In the name of the God of all mercy. Amen.
Good and evil may be among the most complicated concepts that humanity endeavors to understand. It’s elusive, because it seems so simple. There is good in the world. There is evil in the world. And we usually think those are pretty clearly differentiated.
Popular culture would often have you believe it’s clear. Most movies and TV shows and fictional books have a clear “good guy” and a clear “bad guy”. Earlier in this pandemic, one of the ways that Michael and I passed our time in quarantine – particularly in the early days, when we held it very strictly – was that we endeavored to watch all of the Marvel super hero movies. We have a friend who is an aficionado of such things, and he guided us in the ideal order in which to watch the films. There are currently 24 films in the series, so it is no small undertaking. To date, we’ve gotten through most of them – I think we only have two or three left. And while there were some we liked more than others, and some that Michael liked and I didn’t, and vice versa – one of the common themes that straddled all of the films was good and evil. And though we often did see less than flattering sides of some of the protagonists, throughout the series, there tended to be pretty stark lines between those who were “good” – even if they weren’t perfect, and those who were “evil” – even if their evil was rooted in some past pain.
But life outside of fiction almost never works that way. Good and evil are much more often in flux between one another, and blended into one another. It reminds me of a line from my favorite TV show – the West Wing. President Bartlet is reflecting on his job and he says, “Every once in a while, there’s a day with an absolute right and an absolute wrong. But those days almost always include body counts. Other than that, there aren’t very many un-nuanced moments…” And that’s kind of how it is for us. There really aren’t very many un-nuanced moments in our lives.
So with that reality in mind, we encounter these lessons from the sacred texts today. First, we meet Joseph, of the Hebrew Scriptures, and his brothers. You may remember, Joseph is the one who was sold into slavery by those same brothers, and carried off into Egypt from the Promised Land. In time, he beats all the odds and rises up to leadership and prominence in the Egyptian empire. By this point in the story, his brothers and his father had followed him to Egypt to feast on his kindness in the midst of a famine. Of his goodness, Joseph helps them out. But now their father has died and the brothers fear that Joseph’s kindness will end.
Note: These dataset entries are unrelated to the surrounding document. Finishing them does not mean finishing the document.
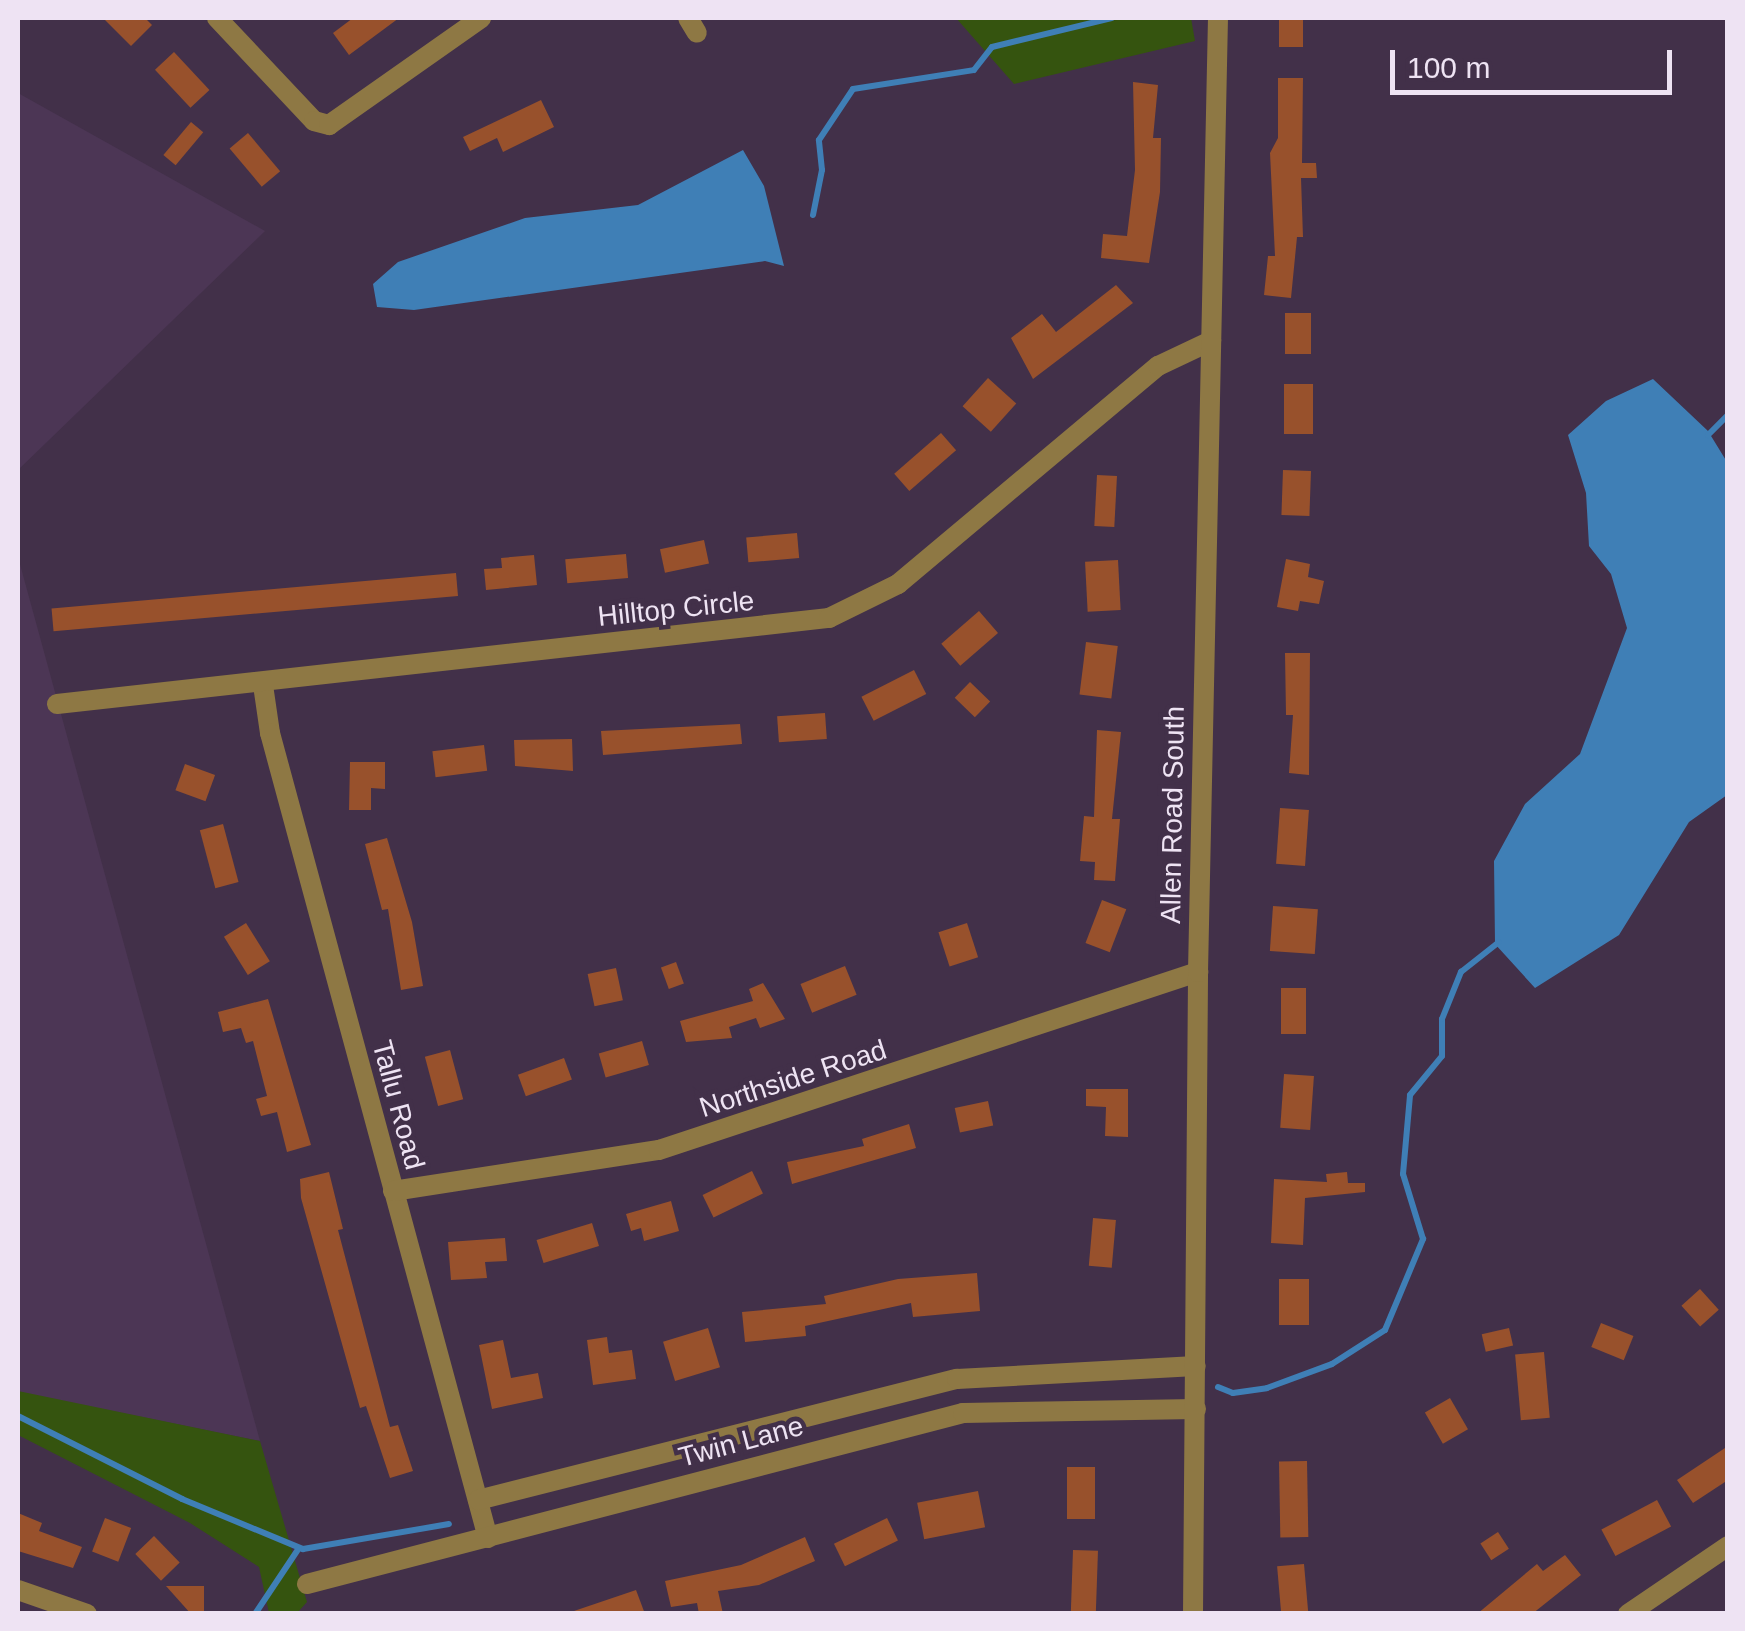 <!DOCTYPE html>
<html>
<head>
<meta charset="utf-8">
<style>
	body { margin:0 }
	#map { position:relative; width:1745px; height:1631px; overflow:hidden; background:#423049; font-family:Arial,sans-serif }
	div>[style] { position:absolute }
	.built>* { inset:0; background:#4c3655 }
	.green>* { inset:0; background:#35540f }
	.water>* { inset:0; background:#3f7fb6 }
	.stream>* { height:6px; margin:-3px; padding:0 3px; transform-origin:3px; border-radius:3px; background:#3f7fb6 }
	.building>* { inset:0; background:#98512c; transform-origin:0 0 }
	.minor>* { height:20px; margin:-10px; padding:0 10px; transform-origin:10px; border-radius:10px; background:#8e7844 }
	span { translate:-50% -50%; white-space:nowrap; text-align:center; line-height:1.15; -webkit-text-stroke:9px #423049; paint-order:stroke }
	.street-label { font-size:28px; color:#eee3f3 }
	.frame { position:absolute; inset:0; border:20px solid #eee3f3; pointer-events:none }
	.scale { position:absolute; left:1390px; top:50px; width:282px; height:45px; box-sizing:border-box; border:5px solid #eee3f3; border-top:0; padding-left:12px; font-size:30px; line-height:35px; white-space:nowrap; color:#eee3f3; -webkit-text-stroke:8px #423049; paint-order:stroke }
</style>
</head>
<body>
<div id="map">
	<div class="built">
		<i style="clip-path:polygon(18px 93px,265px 231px,18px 470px)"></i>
		<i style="clip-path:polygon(18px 557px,260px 1441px,18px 1392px)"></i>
	</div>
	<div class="green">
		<i style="clip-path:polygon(956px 18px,1191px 18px,1195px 41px,1014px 84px)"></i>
		<i style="clip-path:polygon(18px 1391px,260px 1441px,307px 1602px,297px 1613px,269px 1613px,259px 1567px,190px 1523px,18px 1435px)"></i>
	</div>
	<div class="water">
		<i style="clip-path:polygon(743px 150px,764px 186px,784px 266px,765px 261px,414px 310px,377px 307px,373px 284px,398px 262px,525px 218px,638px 205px)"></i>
		<i style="clip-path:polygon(1653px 379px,1708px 431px,1727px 462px,1727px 795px,1689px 822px,1619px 935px,1535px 988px,1495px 944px,1494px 861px,1525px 804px,1580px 754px,1627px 628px,1611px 574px,1589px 546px,1586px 493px,1568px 435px,1606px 401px)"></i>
	</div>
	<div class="stream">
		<i style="left:813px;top:215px;width:46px;rotate:-78.7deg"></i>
		<i style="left:822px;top:170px;width:30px;rotate:-96deg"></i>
		<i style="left:819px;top:140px;width:61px;rotate:-56.3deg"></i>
		<i style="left:853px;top:89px;width:122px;rotate:-8.9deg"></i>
		<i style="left:974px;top:70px;width:29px;rotate:-52deg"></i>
		<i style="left:992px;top:47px;width:123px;rotate:-13.6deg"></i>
		<i style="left:1708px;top:435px;width:28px;rotate:-45deg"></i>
		<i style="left:1218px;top:1387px;width:16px;rotate:22deg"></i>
		<i style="left:1233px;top:1393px;width:34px;rotate:-8deg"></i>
		<i style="left:1267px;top:1388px;width:69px;rotate:-20.3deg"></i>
		<i style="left:1332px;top:1364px;width:63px;rotate:-32.7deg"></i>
		<i style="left:1385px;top:1330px;width:99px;rotate:-67.3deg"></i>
		<i style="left:1423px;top:1239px;width:68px;rotate:-107.1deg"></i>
		<i style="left:1403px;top:1174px;width:79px;rotate:-84.9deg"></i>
		<i style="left:1410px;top:1095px;width:50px;rotate:-50.6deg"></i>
		<i style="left:1442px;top:1056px;width:37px;rotate:-90deg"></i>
		<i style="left:1442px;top:1019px;width:51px;rotate:-68deg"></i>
		<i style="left:1461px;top:972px;width:48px;rotate:-38.3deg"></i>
		<i style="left:18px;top:1416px;width:184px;rotate:26.8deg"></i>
		<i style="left:182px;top:1499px;width:131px;rotate:22.5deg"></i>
		<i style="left:303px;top:1549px;width:148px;rotate:-9.7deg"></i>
		<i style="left:255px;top:1614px;width:79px;rotate:-56.3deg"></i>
	</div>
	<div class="building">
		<i style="clip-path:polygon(103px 18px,145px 18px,152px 25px,131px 46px)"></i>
		<i style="clip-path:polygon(353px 18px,399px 18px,349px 55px,333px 33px)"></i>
		<i style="left:1279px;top:18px;width:24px;height:29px"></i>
		<i style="left:174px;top:52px;width:52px;height:26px;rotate:47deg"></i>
		<i style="clip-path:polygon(1278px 78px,1303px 78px,1302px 163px,1316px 163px,1317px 178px,1301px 178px,1303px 237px,1297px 237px,1291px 298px,1264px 295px,1268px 256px,1275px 256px,1270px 153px,1278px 138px)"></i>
		<i style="clip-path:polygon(1133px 82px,1158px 85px,1153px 138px,1161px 138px,1160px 192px,1149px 263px,1101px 258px,1103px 234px,1127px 236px,1135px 170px)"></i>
		<i style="clip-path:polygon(541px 100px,554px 127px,503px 152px,497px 138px,470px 151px,463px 137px)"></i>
		<i style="left:191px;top:122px;width:16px;height:43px;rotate:40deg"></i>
		<i style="left:248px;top:133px;width:50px;height:24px;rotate:50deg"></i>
		<i style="clip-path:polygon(1116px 285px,1133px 303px,1033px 379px,1011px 338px,1042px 314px,1056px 332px)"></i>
		<i style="left:1285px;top:313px;width:26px;height:41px"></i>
		<i style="left:988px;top:378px;width:38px;height:38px;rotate:42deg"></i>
		<i style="left:1284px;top:384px;width:29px;height:50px"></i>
		<i style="left:941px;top:433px;width:23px;height:62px;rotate:49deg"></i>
		<i style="left:1283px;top:470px;width:28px;height:45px;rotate:2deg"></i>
		<i style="left:1097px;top:475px;width:20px;height:51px;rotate:3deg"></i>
		<i style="left:797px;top:533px;width:25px;height:51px;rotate:85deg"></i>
		<i style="left:704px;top:540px;width:24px;height:45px;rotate:78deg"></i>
		<i style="left:626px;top:554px;width:24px;height:61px;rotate:85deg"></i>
		<i style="clip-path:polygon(534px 555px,537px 585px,486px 590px,484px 569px,502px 568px,501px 558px)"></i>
		<i style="clip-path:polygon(1286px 559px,1310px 564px,1308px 577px,1324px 581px,1319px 604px,1300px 601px,1298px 611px,1277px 607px)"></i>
		<i style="left:1118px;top:560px;width:50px;height:33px;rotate:87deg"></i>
		<i style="left:456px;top:573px;width:23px;height:406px;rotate:85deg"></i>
		<i style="left:979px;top:611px;width:29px;height:50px;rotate:49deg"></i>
		<i style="left:1086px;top:642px;width:32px;height:53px;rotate:7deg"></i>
		<i style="clip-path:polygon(1285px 653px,1310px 653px,1309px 775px,1289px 773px,1293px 715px,1286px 715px)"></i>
		<i style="left:914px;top:670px;width:27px;height:59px;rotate:63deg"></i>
		<i style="left:970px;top:682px;width:28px;height:22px;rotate:44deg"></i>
		<i style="left:825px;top:713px;width:26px;height:48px;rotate:86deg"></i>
		<i style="clip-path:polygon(740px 724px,742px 744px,603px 755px,601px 731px)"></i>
		<i style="clip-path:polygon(1097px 730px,1121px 732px,1112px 819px,1120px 819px,1115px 881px,1094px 880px,1095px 862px,1080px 861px,1084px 816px,1094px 817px)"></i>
		<i style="clip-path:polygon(572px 739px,573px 771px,515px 766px,514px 740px)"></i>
		<i style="left:484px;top:745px;width:26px;height:52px;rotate:83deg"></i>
		<i style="clip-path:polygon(350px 762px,385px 762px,385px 789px,371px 788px,371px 810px,349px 810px)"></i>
		<i style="left:185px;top:764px;width:32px;height:28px;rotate:20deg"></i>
		<i style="left:1280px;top:808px;width:29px;height:56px;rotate:4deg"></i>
		<i style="left:223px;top:824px;width:60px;height:24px;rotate:75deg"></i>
		<i style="clip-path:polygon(387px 838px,412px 922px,423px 986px,401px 990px,388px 909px,382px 910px,365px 844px)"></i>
		<i style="left:1102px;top:900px;width:26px;height:46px;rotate:21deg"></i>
		<i style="left:1273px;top:906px;width:45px;height:45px;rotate:4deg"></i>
		<i style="left:246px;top:923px;width:45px;height:26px;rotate:58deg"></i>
		<i style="left:967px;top:923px;width:36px;height:30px;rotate:72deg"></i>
		<i style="left:676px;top:962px;width:23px;height:16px;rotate:70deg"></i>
		<i style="left:845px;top:966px;width:31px;height:48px;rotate:68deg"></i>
		<i style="left:616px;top:968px;width:33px;height:29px;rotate:78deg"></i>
		<i style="clip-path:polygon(763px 983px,785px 1019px,760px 1028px,756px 1018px,729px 1027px,732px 1038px,686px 1042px,680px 1021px,753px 1001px,749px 989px)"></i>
		<i style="left:1281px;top:988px;width:25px;height:46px"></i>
		<i style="clip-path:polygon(268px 999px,311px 1145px,287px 1152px,277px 1112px,261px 1116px,256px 1099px,267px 1096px,253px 1041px,246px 1043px,241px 1028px,223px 1032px,218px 1012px)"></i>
		<i style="left:642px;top:1041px;width:25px;height:45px;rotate:74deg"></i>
		<i style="left:450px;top:1050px;width:51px;height:26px;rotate:75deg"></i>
		<i style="left:564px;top:1058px;width:23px;height:49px;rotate:70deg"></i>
		<i style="left:1284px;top:1074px;width:30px;height:54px;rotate:4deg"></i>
		<i style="clip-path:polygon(1086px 1089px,1128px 1089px,1128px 1137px,1105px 1136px,1106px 1107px,1086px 1106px)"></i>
		<i style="left:988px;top:1101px;width:25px;height:34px;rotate:78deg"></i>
		<i style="clip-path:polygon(909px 1124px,916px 1148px,792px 1184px,787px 1162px,864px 1146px,862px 1139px)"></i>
		<i style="left:752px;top:1171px;width:25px;height:55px;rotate:64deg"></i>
		<i style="clip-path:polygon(329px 1172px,343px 1229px,338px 1230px,390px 1427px,398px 1425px,413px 1471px,390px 1478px,366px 1406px,360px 1408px,301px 1198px,300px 1179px)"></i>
		<i style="clip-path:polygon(1347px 1172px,1348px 1183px,1365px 1183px,1365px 1192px,1305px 1198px,1303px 1245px,1271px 1243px,1274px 1179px,1327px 1182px,1326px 1174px)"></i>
		<i style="clip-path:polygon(671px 1201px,679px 1231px,644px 1241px,641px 1228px,631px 1231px,626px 1214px)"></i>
		<i style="left:1093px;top:1218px;width:23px;height:48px;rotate:5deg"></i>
		<i style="left:592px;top:1223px;width:24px;height:58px;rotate:73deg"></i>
		<i style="clip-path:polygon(505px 1238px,507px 1261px,485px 1262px,487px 1278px,451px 1280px,448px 1242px)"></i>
		<i style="clip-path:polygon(977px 1273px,980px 1311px,913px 1317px,911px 1303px,805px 1326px,806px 1336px,745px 1342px,742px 1312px,826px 1304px,824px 1296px,898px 1279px)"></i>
		<i style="left:1279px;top:1279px;width:30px;height:46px"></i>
		<i style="left:1700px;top:1289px;width:28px;height:25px;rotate:48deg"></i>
		<i style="left:1601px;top:1323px;width:35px;height:26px;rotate:22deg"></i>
		<i style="left:708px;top:1328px;width:41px;height:47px;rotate:73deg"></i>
		<i style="left:1509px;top:1328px;width:18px;height:28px;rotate:77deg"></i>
		<i style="clip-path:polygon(607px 1337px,609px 1353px,632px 1350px,636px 1379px,593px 1385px,587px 1340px)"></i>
		<i style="clip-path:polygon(503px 1340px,511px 1378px,538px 1373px,543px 1398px,492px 1409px,479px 1345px)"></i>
		<i style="left:1544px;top:1352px;width:66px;height:29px;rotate:85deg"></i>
		<i style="left:1450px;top:1398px;width:36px;height:29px;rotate:60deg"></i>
		<i style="clip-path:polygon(1728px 1446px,1728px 1480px,1693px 1503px,1677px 1480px)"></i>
		<i style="left:1307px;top:1461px;width:76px;height:28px;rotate:89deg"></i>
		<i style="left:1067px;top:1467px;width:28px;height:52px"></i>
		<i style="left:978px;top:1491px;width:37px;height:62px;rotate:79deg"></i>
		<i style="left:1657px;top:1500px;width:30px;height:63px;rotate:62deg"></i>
		<i style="clip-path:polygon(18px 1513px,42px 1523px,39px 1531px,82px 1547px,73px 1568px,18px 1551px)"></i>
		<i style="left:105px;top:1518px;width:28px;height:36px;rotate:21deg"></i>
		<i style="left:887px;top:1518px;width:25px;height:59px;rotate:64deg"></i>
		<i style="left:1498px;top:1532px;width:20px;height:21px;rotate:57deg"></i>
		<i style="left:154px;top:1536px;width:37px;height:26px;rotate:46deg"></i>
		<i style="clip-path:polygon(805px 1537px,815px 1561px,759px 1585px,718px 1591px,723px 1614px,699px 1614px,697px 1603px,671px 1607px,665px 1581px,741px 1565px)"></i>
		<i style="left:1073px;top:1550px;width:25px;height:64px;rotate:2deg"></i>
		<i style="clip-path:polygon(1565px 1555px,1581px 1575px,1532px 1614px,1477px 1614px,1537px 1564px,1543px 1571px)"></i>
		<i style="left:1304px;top:1564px;width:50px;height:27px;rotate:85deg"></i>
		<i style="clip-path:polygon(166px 1586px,204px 1586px,204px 1614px,191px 1614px)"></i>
		<i style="clip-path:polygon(636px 1590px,645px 1614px,574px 1614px,574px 1611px)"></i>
	</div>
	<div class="minor">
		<i style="left:217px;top:18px;width:141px;rotate:46.7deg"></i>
		<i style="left:314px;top:121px;width:16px;rotate:15deg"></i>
		<i style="left:329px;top:125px;width:186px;rotate:-35.1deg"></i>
		<i style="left:688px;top:18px;width:17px;rotate:59deg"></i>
		<i style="left:263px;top:685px;width:49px;rotate:81.7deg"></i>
		<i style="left:270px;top:733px;width:834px;rotate:74.85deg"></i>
		<i style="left:57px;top:704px;width:777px;rotate:-6.36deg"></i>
		<i style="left:829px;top:618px;width:77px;rotate:-26.2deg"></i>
		<i style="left:898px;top:584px;width:339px;rotate:-40deg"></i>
		<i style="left:1158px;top:366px;width:59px;rotate:-25.3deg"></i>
		<i style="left:393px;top:1191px;width:269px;rotate:-8.8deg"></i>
		<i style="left:659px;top:1150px;width:568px;rotate:-18.28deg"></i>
		<i style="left:478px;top:1500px;width:494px;rotate:-14.2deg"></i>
		<i style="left:957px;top:1379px;width:239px;rotate:-3.1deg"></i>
		<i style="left:307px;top:1584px;width:678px;rotate:-14.61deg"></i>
		<i style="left:963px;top:1413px;width:233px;rotate:-1deg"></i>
		<i style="left:18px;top:1590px;width:73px;rotate:19.2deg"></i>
		<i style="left:1193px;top:1614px;width:642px;rotate:-89.55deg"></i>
		<i style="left:1198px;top:972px;width:954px;rotate:-88.8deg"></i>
		<i style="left:1628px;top:1614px;width:121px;rotate:-34.2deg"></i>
	</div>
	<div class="street-label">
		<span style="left:676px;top:609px;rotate:-6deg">Hilltop Circle</span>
		<span style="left:1173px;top:815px;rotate:-89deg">Allen Road South</span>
		<span style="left:793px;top:1079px;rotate:-18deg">Northside Road</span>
		<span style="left:398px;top:1105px;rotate:75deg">Tallu Road</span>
		<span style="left:741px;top:1442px;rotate:-15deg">Twin Lane</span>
	</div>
	<div class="frame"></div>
	<div class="scale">100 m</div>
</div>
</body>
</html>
In an act of maturity that most of us could only aspire to, Joseph once again looks on his brothers with compassion. He looks at the experience with a long eye – seeing not just his brothers’ corruption, but also the good that God brought out of even their evil intentions. He sees that there are nuances to his reality, and so he errs on the side of kindness and forgiveness.
Several centuries later, we have Jesus teaching and interpreting these very same kinds of scriptures. And in the context of this inheritance the disciples ask Jesus, “just how many times should we forgive?” And the answer is, as many times as it takes. As many times as it takes – not to change your offender, but to change yourself.
Because that’s what forgiveness really is – it’s finding a way to see the world differently than your initial circumstances might lead you to see it. It’s finding the nuance in your experience, and finding that your world will be better and more tolerable if you can begin to see it with grace and mercy, instead of anger and resentment.
When we forgive it changes us. No one else – just us.
Of course, that doesn’t mean we’re called to be doormats. When relationships in our lives are toxic to our spiritual and emotional health, it is sometimes better to walk apart. But hanging on to the anger and resentment of our experience will only hold us back. Learning to live into forgiveness will free us. And that’s why it’s something we have to keep doing as many times as it takes. Because forgiveness isn’t a one-off solution. It’s the sum of forgiving again and again until we find that freedom that’s promised. It’s learning to live into forgiveness, not simply saying, “I forgive them,” through clenched teeth and smoldering rage.
It takes time, and practice, and persistence. It’s a discipline – like all of our Christian callings. Following Christ, and living in community, and taking these stories into our hearts and our lives is just one part of the journey. Amen.